J Street is largely ineffective in the broader American political debate, but–with help from the Obama White House–has had a profound effect within the Democratic Party. It has emboldened Democratic critics of Israel, with occasionally dramatic results, such as in the Democratic National Convention floor fight over the exclusion of God and Jerusalem from the party platform. If it is unfair, as some would argue, to say that the Democrats are no longer pro-Israel, it is certainly accurate to say that the gap between the parties is wider than ever.
The J Street conference at which Hagel spoke was a seminal event in J Street’s organizational history. Those who chose to attend–almost all of whom were left-wing Democrats–were making a conscious choice to support an alternative to AIPAC that voiced strident criticisms of Israel and Israel’s domestic supporters. Hagel made a statement by speaking there–not just through the words that he said, but the fact that he spoke at all.

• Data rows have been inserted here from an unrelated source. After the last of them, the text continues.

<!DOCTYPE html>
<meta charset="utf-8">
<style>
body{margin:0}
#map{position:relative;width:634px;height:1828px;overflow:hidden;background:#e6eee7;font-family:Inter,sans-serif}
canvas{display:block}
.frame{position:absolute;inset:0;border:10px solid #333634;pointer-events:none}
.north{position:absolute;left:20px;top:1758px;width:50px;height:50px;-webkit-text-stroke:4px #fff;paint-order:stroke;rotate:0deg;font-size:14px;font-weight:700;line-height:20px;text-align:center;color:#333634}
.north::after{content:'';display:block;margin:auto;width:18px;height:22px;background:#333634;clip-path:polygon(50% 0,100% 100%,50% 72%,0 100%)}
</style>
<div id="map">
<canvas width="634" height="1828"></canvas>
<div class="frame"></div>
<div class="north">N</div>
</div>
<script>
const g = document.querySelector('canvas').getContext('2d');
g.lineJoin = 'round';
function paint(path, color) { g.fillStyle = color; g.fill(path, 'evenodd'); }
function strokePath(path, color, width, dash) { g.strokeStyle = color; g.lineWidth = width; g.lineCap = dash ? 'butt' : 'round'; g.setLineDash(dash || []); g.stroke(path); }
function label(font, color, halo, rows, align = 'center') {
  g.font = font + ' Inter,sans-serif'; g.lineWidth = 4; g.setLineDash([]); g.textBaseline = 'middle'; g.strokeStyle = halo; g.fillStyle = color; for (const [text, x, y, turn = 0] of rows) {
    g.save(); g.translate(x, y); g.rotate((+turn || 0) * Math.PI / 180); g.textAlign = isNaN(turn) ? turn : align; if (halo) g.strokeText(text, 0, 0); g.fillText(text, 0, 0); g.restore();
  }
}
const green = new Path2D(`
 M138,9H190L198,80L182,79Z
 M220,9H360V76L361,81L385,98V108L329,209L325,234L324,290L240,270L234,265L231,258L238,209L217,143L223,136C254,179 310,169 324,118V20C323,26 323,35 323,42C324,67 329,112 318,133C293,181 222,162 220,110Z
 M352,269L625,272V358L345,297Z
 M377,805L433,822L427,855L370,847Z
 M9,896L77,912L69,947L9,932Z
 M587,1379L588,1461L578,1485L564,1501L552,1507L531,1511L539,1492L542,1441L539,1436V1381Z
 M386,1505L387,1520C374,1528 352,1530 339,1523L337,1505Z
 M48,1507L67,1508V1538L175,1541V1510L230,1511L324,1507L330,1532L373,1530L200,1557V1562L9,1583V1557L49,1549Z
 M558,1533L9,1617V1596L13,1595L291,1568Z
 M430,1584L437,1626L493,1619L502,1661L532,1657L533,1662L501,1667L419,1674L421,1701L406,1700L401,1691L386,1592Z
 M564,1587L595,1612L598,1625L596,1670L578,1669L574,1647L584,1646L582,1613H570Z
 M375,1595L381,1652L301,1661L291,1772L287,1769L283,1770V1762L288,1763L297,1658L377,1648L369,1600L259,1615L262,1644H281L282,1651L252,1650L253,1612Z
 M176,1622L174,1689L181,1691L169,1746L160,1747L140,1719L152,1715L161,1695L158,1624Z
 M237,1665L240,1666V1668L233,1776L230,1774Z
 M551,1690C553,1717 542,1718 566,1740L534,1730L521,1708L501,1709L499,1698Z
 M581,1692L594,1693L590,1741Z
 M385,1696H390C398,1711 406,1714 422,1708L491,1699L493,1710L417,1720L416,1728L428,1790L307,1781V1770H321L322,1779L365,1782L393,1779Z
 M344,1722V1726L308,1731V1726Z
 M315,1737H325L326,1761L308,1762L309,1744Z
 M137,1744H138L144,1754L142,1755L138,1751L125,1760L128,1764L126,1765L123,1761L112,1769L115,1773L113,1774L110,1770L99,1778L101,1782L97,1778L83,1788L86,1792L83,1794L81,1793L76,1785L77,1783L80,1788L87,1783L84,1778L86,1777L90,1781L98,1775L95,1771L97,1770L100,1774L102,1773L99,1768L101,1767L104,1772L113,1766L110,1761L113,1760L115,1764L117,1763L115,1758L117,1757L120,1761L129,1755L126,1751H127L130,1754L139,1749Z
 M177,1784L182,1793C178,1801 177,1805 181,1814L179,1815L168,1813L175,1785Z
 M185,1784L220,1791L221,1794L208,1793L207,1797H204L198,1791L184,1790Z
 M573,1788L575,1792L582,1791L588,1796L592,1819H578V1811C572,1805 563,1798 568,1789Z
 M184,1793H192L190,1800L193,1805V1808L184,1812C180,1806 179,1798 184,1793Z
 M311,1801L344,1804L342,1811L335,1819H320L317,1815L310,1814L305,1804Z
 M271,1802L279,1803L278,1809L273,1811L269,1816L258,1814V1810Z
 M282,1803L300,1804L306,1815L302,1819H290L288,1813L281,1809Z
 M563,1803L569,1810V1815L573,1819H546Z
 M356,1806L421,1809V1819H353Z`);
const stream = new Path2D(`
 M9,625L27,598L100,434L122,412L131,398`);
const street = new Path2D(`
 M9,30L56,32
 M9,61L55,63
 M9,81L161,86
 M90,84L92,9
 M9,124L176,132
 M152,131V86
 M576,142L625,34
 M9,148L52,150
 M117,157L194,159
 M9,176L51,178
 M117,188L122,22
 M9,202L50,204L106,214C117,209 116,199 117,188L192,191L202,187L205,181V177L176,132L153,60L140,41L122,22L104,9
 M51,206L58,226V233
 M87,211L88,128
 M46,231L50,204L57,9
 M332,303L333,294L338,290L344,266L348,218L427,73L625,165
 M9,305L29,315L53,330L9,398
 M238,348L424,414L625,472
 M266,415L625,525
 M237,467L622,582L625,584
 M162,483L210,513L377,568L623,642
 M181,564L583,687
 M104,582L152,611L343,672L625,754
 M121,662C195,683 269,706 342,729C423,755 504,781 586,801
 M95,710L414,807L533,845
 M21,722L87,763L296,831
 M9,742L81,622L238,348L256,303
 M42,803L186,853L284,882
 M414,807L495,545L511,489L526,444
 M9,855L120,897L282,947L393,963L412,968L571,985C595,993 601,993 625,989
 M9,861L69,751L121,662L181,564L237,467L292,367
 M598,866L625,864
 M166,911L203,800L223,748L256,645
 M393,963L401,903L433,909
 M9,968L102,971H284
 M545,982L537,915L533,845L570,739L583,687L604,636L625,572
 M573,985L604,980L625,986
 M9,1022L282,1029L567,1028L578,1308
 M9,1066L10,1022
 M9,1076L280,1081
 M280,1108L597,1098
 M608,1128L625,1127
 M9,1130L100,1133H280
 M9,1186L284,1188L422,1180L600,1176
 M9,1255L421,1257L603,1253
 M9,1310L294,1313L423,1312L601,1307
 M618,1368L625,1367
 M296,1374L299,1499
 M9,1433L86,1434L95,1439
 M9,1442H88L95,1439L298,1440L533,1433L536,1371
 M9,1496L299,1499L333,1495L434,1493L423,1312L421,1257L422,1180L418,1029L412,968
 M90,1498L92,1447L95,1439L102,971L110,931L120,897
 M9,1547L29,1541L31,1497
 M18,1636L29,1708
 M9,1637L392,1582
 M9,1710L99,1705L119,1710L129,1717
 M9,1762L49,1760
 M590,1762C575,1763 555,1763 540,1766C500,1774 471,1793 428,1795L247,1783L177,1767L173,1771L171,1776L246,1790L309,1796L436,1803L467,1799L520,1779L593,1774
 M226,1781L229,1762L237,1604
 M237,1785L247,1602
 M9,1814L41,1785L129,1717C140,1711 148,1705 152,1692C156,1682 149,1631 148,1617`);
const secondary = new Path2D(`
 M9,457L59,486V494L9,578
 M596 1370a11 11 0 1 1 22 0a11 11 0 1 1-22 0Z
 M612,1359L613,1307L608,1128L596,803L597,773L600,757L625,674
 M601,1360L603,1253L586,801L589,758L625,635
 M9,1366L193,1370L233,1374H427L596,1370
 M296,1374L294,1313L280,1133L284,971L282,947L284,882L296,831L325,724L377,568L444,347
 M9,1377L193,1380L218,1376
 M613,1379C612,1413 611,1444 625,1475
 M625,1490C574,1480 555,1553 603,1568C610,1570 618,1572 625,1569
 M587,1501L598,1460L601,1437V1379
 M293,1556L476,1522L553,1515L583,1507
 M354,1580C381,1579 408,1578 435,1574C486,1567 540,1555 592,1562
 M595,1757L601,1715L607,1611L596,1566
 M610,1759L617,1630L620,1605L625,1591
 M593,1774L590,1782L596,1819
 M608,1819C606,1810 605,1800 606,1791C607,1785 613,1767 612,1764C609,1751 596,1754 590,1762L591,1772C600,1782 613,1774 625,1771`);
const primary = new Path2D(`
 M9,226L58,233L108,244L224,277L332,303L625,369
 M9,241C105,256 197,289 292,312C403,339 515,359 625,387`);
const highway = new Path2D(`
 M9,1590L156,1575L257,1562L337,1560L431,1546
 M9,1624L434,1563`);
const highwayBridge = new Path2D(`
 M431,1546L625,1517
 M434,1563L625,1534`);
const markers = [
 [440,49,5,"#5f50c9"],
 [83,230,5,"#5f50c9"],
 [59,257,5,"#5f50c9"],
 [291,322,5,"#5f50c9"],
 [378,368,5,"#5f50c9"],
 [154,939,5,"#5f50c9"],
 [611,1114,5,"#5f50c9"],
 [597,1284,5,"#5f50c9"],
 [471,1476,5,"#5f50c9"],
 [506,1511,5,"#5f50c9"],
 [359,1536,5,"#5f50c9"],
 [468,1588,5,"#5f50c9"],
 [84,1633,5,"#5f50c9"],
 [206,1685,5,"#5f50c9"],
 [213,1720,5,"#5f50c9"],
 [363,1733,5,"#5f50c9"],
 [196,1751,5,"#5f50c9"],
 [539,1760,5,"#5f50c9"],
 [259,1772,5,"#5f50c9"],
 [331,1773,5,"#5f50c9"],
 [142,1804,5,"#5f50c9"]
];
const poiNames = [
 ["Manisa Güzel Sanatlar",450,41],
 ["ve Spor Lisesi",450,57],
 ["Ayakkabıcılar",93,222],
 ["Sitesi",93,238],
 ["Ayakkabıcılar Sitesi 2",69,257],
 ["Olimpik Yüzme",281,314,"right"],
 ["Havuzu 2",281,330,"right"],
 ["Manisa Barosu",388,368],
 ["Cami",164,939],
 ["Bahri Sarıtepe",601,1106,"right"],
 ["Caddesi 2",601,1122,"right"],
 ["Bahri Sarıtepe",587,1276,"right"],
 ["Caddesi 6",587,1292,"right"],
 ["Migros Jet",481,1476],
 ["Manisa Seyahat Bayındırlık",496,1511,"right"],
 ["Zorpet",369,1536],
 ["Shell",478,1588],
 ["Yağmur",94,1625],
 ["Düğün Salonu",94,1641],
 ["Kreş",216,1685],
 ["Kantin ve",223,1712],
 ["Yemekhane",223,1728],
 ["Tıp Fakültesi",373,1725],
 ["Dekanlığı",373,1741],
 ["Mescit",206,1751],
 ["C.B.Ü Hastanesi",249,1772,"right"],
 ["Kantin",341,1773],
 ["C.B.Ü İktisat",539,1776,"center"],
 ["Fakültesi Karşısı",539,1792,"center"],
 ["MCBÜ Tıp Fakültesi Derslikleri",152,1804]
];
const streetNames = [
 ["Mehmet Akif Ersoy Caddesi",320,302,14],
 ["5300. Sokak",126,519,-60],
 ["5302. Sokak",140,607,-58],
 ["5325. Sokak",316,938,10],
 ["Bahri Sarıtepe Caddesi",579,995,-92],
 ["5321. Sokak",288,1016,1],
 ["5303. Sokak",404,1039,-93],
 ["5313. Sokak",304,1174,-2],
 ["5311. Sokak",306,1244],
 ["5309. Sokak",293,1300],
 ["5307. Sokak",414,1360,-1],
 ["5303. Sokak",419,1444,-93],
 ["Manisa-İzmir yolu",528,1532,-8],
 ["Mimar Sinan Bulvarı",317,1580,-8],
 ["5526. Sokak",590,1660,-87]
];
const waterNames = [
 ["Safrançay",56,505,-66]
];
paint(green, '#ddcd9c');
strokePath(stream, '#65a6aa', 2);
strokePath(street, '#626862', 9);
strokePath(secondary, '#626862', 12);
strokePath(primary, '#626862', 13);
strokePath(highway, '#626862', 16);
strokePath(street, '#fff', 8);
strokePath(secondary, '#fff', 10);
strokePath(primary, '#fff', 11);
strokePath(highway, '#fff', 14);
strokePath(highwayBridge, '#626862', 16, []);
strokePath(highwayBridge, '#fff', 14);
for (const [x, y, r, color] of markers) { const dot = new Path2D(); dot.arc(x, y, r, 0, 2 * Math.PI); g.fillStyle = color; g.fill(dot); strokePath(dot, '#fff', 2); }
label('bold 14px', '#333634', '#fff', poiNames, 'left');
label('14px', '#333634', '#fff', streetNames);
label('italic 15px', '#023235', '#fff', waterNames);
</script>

Today, J Street–like other organizations and individuals critical of Israel–is campaigning hard for Hagel’s confirmation as Secretary of Defense. It has launched an effort called “Smear a Bagel, not Chuck Hagel,” for instance. As usual, the effort is not aimed as much at generating support for Hagel as it is aimed at attacking his opponents. But the news that Sen. Charles Schumer (D-NY) would support Hagel’s confirmation–even in advance of the Senate hearings–is a victory for J Street. During President Obama’s first term, Sen. Schumer took positions opposed to those that J Street supported, and criticized the president harshly for his attacks on Israeli policy, calling them “terrible” and a “dagger.” Now that Sen. Schumer is backing a nominee who is even more critical of Israel than Obama has ever been in public, it appears that J Street has won the ideological battle among Democrats, clearing the way for President Obama to apply more pressure to Israel in his second term.
With Schumer’s backing, Hagel’s confirmation is likely, though not certain; only 42% of Americans support him–even less popular than the much-maligned Donald Rumsfeld during the Bush administration. But if and when Hagel becomes the Secretary of Defense, he’ll know who to thank. He is, after all, the Senator from J Street.